But in Reality:
Arnold actually did all that stuff. Switching sides, trying to surrender West Point, the whole shebang. But you know what? Considering the circumstances, it's hard to say we blame him.
This shameless display of unmitigated gall, however, is inexcusable.
When you look at pre-treachery Arnold, what you find is an almost comical beacon of good old-fashioned American virtue. After his mother died, he single-handedly supported his sister and suicidally alcoholic father; he enlisted to fight off a French invasion when he was 15; he grew up to be a successful capitalist and family man. If he'd fought a duel against somebody for using "Yankee" as an insult, he would've been the ultimate American. What, he did that? Never mind then.
Then there was his record during the revolution. He planned and led the famous siege of Fort Ticonderoga. Somewhere around here his wife died, but he soldiered on, masterminding the strategic invasion of Quebec, where he held position for weeks despite being cut off from the rest of the army and shot in the leg. He held back the British at Lake Champlain, he was instrumental in the Danbury raid, he was essential to the success of the Battle of Saratoga. If he fell off a bridge and died at this point, there would be a 50-foot tall statue of him in Connecticut, made of platinum and diamonds.

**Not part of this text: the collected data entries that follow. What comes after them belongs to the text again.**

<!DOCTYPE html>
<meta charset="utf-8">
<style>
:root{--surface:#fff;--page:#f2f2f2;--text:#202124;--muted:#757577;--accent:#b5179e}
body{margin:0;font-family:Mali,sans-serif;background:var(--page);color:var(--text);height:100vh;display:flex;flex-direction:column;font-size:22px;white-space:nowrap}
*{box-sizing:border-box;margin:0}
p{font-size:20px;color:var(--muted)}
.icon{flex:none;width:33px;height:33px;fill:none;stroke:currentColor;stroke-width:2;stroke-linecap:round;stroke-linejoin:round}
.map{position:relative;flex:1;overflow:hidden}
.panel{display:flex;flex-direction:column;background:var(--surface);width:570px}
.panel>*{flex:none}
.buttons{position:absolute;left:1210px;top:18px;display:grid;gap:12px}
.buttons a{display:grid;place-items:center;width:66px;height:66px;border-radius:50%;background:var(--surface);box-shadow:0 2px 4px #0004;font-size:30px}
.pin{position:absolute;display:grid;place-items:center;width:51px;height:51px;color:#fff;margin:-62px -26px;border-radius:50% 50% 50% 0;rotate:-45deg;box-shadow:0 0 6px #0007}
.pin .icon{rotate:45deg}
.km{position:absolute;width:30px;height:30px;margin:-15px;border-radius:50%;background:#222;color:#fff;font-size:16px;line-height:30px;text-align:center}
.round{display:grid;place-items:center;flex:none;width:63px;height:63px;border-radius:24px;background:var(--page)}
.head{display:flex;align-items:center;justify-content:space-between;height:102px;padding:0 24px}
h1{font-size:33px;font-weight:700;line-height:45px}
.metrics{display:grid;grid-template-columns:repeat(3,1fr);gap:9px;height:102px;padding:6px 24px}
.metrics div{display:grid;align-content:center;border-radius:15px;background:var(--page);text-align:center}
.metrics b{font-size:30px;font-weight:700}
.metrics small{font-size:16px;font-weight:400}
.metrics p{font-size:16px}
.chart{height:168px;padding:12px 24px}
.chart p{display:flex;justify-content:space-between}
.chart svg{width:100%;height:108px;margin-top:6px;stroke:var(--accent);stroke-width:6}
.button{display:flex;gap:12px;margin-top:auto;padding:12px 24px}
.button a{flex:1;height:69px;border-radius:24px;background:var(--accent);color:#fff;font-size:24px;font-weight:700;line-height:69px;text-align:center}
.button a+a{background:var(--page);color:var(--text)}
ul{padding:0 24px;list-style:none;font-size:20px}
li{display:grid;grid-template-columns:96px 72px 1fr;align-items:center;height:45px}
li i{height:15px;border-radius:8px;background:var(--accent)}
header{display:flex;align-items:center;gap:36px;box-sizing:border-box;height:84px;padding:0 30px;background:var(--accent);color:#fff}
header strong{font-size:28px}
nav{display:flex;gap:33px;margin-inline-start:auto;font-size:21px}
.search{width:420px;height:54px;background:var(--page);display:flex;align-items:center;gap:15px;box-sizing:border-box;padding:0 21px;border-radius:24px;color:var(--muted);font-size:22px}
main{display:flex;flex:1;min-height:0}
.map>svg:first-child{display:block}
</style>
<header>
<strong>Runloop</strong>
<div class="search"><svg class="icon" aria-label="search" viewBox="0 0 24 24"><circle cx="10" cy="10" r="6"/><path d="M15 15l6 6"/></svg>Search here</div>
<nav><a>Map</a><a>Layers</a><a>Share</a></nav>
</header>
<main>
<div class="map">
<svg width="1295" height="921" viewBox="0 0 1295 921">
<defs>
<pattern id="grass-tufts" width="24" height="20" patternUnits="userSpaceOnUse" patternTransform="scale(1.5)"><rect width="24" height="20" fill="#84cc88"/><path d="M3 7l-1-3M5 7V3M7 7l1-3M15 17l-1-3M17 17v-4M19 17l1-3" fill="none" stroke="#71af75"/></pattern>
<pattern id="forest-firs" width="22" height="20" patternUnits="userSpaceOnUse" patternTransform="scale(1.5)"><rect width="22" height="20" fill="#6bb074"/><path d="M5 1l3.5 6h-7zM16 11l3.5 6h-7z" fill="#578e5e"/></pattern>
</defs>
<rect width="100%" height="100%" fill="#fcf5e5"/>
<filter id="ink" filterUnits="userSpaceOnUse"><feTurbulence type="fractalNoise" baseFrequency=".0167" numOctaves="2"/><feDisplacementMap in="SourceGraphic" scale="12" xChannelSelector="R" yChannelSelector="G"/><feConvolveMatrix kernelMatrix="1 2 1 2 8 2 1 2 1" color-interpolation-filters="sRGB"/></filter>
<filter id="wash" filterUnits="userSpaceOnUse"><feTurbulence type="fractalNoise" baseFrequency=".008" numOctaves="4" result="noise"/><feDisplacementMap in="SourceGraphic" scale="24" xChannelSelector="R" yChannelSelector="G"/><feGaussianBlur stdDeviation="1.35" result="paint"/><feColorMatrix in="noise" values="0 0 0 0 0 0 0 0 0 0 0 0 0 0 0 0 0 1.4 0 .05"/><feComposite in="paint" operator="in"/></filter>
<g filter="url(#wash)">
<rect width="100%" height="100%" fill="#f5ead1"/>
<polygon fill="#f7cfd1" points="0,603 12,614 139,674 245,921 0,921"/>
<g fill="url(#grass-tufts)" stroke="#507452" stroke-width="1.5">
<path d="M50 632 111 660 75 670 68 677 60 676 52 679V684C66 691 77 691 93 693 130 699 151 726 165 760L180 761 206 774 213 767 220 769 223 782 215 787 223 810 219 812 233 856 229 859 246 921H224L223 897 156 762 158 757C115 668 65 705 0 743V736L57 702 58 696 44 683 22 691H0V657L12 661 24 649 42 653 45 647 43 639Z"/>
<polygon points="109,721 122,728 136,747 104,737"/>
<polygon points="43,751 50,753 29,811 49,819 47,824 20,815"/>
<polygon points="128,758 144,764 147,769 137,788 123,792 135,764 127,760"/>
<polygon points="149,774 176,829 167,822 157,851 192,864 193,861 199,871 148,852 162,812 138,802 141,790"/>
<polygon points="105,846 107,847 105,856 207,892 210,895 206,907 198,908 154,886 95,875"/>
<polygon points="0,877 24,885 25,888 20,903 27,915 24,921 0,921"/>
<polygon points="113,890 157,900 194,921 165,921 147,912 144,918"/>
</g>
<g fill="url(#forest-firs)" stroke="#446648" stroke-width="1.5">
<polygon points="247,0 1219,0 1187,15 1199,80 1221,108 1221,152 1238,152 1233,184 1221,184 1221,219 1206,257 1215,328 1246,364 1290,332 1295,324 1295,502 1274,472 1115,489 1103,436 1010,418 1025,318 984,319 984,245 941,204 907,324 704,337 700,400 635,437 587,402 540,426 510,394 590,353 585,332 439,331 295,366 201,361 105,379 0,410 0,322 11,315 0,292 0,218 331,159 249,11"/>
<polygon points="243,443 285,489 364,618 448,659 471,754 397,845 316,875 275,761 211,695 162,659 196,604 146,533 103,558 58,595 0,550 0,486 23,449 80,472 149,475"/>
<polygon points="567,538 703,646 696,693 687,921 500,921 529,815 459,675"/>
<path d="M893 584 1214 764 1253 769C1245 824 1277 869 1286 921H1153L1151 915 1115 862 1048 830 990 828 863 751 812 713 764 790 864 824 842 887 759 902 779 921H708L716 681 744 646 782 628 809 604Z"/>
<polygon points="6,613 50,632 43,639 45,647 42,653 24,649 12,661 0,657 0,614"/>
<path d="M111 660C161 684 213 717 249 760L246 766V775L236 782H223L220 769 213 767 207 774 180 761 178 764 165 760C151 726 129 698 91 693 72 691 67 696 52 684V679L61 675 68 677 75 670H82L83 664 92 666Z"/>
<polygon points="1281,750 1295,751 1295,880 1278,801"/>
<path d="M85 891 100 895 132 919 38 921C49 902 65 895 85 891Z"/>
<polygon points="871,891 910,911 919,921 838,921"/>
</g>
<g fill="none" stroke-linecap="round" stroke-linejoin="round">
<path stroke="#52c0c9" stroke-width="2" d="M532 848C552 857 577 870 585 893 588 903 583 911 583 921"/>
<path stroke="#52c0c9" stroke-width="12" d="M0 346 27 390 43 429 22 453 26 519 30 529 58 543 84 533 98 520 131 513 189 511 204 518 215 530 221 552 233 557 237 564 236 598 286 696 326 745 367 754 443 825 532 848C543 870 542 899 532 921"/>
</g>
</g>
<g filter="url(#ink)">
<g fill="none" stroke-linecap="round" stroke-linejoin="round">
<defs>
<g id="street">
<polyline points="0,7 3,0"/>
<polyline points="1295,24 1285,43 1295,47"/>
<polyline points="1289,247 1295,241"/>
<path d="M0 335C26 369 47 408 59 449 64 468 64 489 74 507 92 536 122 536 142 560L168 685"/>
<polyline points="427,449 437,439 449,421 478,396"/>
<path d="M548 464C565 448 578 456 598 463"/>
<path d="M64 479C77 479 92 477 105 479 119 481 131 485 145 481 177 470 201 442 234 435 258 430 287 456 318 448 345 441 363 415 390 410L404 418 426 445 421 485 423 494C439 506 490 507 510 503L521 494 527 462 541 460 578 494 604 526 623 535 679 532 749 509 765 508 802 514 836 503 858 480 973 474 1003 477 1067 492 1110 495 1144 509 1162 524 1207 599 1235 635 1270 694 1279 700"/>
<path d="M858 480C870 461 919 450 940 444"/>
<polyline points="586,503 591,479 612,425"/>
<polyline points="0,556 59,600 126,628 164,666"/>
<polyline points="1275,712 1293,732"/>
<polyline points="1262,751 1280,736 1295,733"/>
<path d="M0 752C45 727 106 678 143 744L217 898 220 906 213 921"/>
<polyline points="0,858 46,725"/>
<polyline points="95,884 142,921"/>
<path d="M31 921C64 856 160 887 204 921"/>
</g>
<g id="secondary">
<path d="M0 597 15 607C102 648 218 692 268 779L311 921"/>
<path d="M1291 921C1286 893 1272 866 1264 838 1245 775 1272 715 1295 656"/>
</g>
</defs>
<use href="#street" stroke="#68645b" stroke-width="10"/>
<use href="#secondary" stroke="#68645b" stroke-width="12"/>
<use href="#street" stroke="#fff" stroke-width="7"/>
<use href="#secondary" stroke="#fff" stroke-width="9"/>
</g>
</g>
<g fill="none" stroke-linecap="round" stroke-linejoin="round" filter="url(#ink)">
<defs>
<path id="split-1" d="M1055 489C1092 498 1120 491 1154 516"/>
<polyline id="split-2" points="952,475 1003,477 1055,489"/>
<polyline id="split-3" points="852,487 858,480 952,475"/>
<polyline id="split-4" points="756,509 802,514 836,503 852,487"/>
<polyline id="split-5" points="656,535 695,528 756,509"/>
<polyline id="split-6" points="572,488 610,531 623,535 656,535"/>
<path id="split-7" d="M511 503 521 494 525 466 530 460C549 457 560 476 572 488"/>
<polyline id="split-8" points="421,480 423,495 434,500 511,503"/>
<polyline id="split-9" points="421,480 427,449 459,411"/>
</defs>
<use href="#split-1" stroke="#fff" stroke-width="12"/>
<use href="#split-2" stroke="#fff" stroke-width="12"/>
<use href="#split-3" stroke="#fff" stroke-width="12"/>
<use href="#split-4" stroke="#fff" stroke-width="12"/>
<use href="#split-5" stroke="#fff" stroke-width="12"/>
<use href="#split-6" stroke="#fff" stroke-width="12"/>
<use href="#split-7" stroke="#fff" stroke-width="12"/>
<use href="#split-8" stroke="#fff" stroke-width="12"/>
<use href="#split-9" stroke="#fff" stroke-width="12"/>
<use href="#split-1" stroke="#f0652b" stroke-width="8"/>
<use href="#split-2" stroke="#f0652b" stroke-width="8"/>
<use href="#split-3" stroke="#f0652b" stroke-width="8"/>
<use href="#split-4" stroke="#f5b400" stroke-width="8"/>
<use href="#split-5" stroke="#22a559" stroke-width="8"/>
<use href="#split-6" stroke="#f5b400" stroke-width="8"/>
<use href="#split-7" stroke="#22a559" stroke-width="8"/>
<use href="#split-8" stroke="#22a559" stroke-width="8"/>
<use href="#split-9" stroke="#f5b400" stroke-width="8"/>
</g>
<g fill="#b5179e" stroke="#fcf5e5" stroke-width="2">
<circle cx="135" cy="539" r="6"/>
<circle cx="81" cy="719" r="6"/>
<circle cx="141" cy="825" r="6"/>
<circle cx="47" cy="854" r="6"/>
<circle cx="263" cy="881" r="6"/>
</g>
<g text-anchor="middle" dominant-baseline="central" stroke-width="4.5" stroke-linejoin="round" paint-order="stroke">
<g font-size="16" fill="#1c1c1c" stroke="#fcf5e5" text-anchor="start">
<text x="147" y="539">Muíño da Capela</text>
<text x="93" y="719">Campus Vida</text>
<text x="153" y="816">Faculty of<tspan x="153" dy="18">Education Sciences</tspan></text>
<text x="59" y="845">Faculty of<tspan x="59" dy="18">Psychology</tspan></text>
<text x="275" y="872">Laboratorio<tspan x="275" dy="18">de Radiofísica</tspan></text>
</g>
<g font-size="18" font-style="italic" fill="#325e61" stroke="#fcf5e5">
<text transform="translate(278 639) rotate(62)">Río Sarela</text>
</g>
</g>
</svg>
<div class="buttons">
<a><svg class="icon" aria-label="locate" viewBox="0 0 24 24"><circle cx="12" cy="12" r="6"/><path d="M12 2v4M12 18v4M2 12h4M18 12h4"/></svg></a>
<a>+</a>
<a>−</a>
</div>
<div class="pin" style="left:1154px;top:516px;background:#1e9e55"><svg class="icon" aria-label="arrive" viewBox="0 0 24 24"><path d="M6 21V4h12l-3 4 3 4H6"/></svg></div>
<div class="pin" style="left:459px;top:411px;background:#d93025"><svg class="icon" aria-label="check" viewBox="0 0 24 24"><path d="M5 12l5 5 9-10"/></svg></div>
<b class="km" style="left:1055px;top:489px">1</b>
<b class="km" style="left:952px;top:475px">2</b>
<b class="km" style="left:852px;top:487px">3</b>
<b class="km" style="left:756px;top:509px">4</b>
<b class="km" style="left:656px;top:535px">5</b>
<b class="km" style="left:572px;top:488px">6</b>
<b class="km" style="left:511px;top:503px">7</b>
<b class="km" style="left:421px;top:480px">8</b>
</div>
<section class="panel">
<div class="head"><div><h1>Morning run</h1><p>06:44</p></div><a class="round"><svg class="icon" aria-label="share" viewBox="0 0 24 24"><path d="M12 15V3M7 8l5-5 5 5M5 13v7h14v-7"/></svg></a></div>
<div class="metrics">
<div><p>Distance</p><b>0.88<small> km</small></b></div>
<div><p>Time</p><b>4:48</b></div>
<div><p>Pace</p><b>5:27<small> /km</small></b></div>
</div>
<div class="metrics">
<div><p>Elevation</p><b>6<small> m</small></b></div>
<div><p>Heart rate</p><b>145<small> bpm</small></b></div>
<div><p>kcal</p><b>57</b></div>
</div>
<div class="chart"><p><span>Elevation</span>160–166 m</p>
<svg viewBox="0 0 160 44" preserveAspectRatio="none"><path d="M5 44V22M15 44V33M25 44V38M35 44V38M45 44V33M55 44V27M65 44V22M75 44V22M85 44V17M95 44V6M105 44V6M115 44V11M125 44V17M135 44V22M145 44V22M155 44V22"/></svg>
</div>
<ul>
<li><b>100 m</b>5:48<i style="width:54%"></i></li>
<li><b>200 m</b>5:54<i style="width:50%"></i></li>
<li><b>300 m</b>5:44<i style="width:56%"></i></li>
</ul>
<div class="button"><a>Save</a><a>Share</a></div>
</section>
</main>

The army must have loved this guy, right? Surely by this stage he was being carried everywhere by a living throne of nubile young women. Wait, instead they repeatedly passed him over for promotion with younger, less experienced men? And other officers tried to take credit for his achievements? And he was investigated by congress on baseless accusations of corruption?
Basically, after all his bravery, sacrifice and bullet holes, America seemed to develop a great passion for kicking Arnold in the gut. It didn't help that at the same time they were creating an alliance with France, the bad guys from Arnold's teenage war adventures. Under those conditions, it's understandable that he'd quit the team.